The one that people call
when the whoosis is stuck
or when that whatchamacallit —
the one that’s been in the family
since before the big bang —
the one that used to start right up,
just lies there like the family cat.

I will be the one
to choose the proper saw
or awl or maul.
To distinguish wrenches from wenches
and know the proper hex
in English or in metric.

You will all be proud to know me —
to plead for me to place
my calibrated finger on the leaky pipe — just so
and stop the second sacred flood like that.
Someday, you will watch in awe
as I slip a stripped screw
from its sheath as simply
as I butter bread.
I will undo superglue!

Someday soon
I swear it,
I will be the one to strip the paint
from grandma’s rocker
with my right hand, while with my left
I stain the weathered fence
that surrounds Chicago.
I will be that guy on HGTV —
the one who smiles despite the two-ton tool belt,
the one that wears the John Deere cap
well-seasoned with his honest sweat and WD-40.
The one with the goofy grin of complete competence.
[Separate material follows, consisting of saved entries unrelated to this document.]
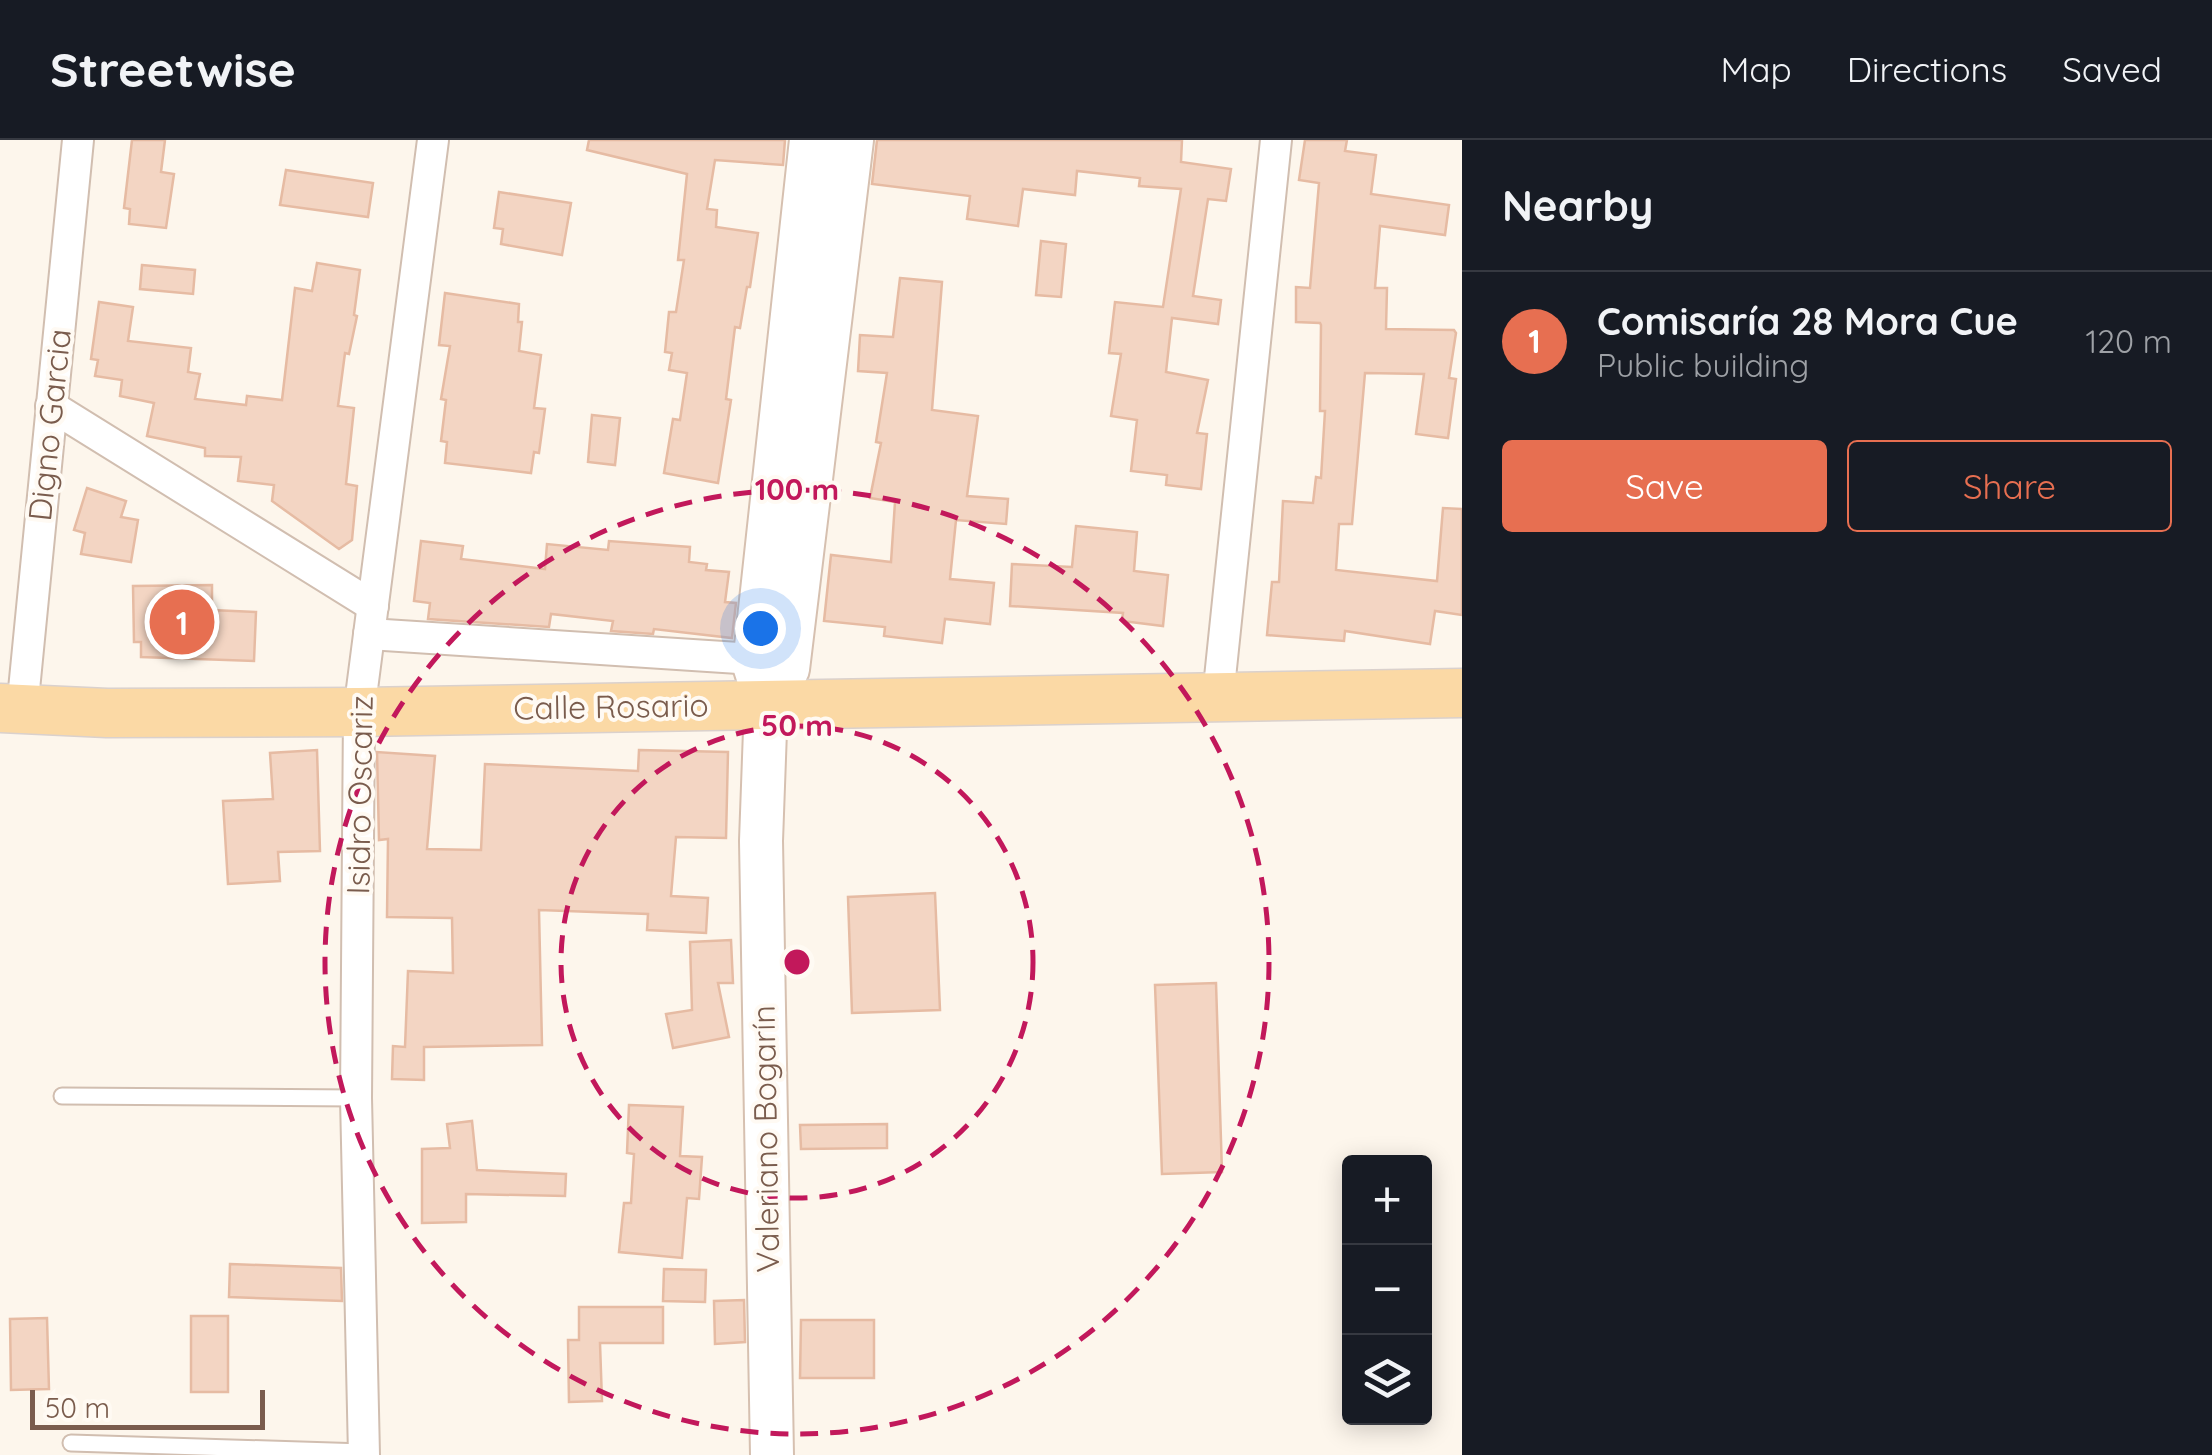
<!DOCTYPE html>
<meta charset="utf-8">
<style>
:root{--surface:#171b24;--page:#20242c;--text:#f1f3f6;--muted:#9ea1a6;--line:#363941;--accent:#e76f51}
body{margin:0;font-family:Quicksand,sans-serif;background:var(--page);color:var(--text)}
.controls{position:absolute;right:30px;bottom:30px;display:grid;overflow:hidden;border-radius:10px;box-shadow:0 5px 25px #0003}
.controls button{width:90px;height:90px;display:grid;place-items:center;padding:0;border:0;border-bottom:2px solid var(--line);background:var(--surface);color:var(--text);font:50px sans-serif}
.scale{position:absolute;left:30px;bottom:25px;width:235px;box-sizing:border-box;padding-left:10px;border:5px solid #7a5c4d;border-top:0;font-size:28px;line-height:35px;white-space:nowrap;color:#7a5c4d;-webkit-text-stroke:8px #fffaf3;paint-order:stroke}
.you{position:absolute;left:760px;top:488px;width:35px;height:35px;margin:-25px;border:8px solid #fff;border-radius:50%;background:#1a73e8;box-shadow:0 0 0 15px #1a73e833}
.badge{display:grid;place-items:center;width:65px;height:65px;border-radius:50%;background:var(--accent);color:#fff;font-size:32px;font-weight:700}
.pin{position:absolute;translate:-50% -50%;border:5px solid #fff;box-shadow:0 2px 10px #0006}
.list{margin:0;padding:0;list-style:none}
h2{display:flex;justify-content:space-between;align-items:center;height:130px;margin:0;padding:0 40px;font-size:42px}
h2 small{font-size:32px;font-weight:400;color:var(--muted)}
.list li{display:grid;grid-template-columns:65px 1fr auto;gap:30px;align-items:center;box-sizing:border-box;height:140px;padding:0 40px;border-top:2px solid var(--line)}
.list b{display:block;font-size:38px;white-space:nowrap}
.list p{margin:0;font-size:32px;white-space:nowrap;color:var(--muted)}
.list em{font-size:32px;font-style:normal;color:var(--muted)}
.actions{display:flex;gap:20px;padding:30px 40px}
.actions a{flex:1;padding:22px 0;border:2px solid var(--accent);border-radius:10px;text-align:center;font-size:35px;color:var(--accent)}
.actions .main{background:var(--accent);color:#fff}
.icon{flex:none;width:55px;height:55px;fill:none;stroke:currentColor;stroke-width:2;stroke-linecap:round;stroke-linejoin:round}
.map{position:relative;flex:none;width:1462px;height:1315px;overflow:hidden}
header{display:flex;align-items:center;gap:60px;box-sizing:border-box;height:140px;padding:0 50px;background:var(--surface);border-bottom:2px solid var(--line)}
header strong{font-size:48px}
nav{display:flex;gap:55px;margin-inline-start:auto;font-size:35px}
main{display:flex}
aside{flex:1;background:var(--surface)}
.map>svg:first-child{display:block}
.building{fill:#f3d5c3;stroke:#e6bba3;stroke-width:2.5}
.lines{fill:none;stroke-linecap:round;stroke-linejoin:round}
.lane-casing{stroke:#d1beb0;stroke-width:19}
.street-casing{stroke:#d1beb0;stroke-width:34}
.secondary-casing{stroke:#d6c0b0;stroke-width:46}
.primary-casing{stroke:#dad1cd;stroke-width:51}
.lane{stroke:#fff;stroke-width:15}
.street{stroke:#fff;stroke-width:30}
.secondary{stroke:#fff;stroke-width:42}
.primary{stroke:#fbd9a5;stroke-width:48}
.ring{fill:none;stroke:#c2185b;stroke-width:5;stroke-dasharray:18 12}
.labels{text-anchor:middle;stroke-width:8;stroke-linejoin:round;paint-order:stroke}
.street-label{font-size:32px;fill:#7a5c4d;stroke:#fffaf3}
.centre{fill:#c2185b;stroke:#fffaf3;stroke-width:5}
.ring-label{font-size:30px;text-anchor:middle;font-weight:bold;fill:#c2185b;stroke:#fffaf3;stroke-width:8;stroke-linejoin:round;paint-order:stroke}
</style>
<header>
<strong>Streetwise</strong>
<nav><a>Map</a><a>Directions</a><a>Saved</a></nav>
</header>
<main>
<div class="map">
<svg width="1462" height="1315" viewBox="0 0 1462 1315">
<rect width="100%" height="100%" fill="#fdf6ec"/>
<g class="building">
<polygon points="132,0 165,0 161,32 174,34 166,88 129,84 130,69 124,68"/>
<polygon points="589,0 785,0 783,25 715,20 707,69 717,70 716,87 758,93 750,147 747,147 740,188 735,187 726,259 731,260 718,343 664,333 673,279 680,280 687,233 669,230 672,213 665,212 669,172 676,172 684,120 678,120 687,34 587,10"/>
<polygon points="877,0 1182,0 1181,22 1231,29 1226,61 1208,59 1193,156 1221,160 1218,184 1172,178 1166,232 1208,240 1197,293 1207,294 1201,349 1166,345 1167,335 1131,331 1137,280 1111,276 1121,214 1109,213 1115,162 1163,167 1181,49 1139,46 1140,38 1077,31 1075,55 1023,49 1018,86 967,79 970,56 872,44"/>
<polygon points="1305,0 1347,0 1345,11 1376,15 1371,54 1449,65 1445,95 1380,86 1375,148 1387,148 1386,189 1454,190 1456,193 1449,238 1456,239 1448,298 1416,294 1424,234 1365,233 1352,384 1339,384 1336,430 1437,441 1443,368 1462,369 1462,475 1435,471 1430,504 1345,491 1344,501 1267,495 1272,442 1279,442 1283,361 1313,363 1316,337 1321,338 1325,271 1320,271 1321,185 1320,183 1296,182 1296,147 1310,148 1319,43 1299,40"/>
<polygon points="286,30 373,43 368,77 280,65"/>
<polygon points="499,52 571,63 562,115 501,104 503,89 494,88"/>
<polygon points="1041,101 1066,104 1061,157 1036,155"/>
<polygon points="317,123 360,130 354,175 357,176 349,214 345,213 338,266 354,268 346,344 357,346 352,400 339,409 272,361 274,345 238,341 241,317 205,316 205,308 147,296 154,263 120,256 122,240 95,236 98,220 91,219 99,162 133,167 128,201 191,208 188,232 200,234 195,259 246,265 247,256 282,260 295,148 312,151"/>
<polygon points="142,125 195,130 193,154 140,149"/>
<polygon points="900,138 942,142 932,270 978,276 967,356 1008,359 1006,384 956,380 950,439 994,443 990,484 945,479 942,503 884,496 885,487 824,481 831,415 891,422 895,362 870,358 881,303 876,302 887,233 858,231 860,195 893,197"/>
<polygon points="445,153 519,164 518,182 522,182 519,211 541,215 534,268 545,269 539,313 534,312 531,333 445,323 447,302 441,301 446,260 441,259 450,206 439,205"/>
<polygon points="592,275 620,278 615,325 588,322"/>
<polygon points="87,348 126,361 121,377 138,380 131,422 81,414 85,393 74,390"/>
<polygon points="1076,386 1137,392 1134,431 1168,435 1163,486 1122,481 1123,473 1010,466 1012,424 1072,427"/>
<polygon points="421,401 463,406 461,419 545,429 547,404 608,410 609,401 690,407 689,422 707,424 706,430 729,432 725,462 736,463 732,498 654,489 653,494 611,491 613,481 551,474 549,487 428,479 430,463 414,461"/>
<polygon points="212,445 212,470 256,472 254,521 141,517 141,502 134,502 133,446"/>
<polygon points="317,610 320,711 278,712 280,741 228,744 223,661 273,659 270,613"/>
<polygon points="639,610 728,612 726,698 676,697 671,756 708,758 706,793 647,790 648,774 539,770 542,905 424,907 424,940 392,939 393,906 405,907 408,831 453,833 452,778 387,777 388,699 379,700 377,612 435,616 427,709 481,710 485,624 638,631"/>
<polygon points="935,753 940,870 852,873 848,757"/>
<polygon points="731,800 733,843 718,843 729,897 673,908 666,874 692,870 690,802"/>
<polygon points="1216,843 1222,1032 1162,1034 1155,845"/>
<polygon points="629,965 683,967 680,1016 702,1017 699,1059 687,1058 682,1118 619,1112 624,1063 631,1063 634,1014 627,1013"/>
<polygon points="472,981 477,1030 566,1034 565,1056 466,1054 466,1082 422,1083 422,1009 450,1008 447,984"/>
<polygon points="887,984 887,1008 801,1009 800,985"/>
<polygon points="230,1124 341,1128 342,1161 229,1157"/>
<polygon points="664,1129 706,1130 705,1162 663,1161"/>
<polygon points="744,1160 745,1202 715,1204 714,1161"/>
<polygon points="579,1167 663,1167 663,1203 600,1203 602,1261 569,1262 568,1200 579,1200"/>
<rect x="191" y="1176" width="37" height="76"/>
<polygon points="47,1178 49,1249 11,1250 10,1179"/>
<polygon points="801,1180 874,1180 874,1238 800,1238"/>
</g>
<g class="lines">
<defs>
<g id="lane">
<polyline points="62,956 356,958"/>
<polyline points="71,1303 364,1312"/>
</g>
<g id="street">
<polyline points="51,266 373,466"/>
<polyline points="369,494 754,519"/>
<polyline points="1218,557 1276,0"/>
<polyline points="22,570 78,0"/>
<polyline points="364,1315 356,958 359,572 433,0"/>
</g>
<g id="secondary">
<polyline points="766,563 788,529 852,0"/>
<polyline points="772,1315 761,701 766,563 754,525 811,0"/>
</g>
<polyline id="primary" points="0,568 107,573 359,572 1462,553"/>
</defs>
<use href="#lane" class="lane-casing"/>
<use href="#street" class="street-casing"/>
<use href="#secondary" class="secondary-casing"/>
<use href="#primary" class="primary-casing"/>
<use href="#lane" class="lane"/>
<use href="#street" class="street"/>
<use href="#secondary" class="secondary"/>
<use href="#primary" class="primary"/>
</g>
<g class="ring">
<circle cx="797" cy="822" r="236"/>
<circle cx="797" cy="822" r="472"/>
</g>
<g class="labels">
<g class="street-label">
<text transform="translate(50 285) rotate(-84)" y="11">Digno Garcia</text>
<text transform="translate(611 567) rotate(-1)" y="11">Calle Rosario</text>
<text transform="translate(360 655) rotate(-89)" y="11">Isidro Oscariz</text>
<text transform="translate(766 999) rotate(-91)" y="11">Valeriano Bogarín</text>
</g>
</g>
<circle cx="797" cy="822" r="15" class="centre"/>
<g class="ring-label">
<text x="797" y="360">100 m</text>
<text x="797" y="596">50 m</text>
</g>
</svg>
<div class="controls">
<button>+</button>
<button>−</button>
<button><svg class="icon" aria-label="layers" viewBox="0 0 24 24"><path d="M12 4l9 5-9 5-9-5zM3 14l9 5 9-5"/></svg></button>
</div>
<div class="scale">50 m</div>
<div class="you"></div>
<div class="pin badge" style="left:182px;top:482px">1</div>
</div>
<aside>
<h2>Nearby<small></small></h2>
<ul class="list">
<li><span class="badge">1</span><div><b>Comisaría 28 Mora Cue</b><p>Public building</p></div><em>120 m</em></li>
</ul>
<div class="actions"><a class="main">Save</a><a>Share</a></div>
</aside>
</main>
NOTE FROM THE AUTHOR: The poem was born out of our recent bathroom remodel and repair, which has taken just under 11 years and is nearing completion (I think).

ABOUT THE AUTHOR: Steven Deutsch, a semi-retired practitioner of fluid mechanics as applied to mechanical hearts and valves, lives a quiet life in State College, Pennsylvania, with his artist wife Karen.  He has published poetry and short fiction — most recently with Silver Birch Press.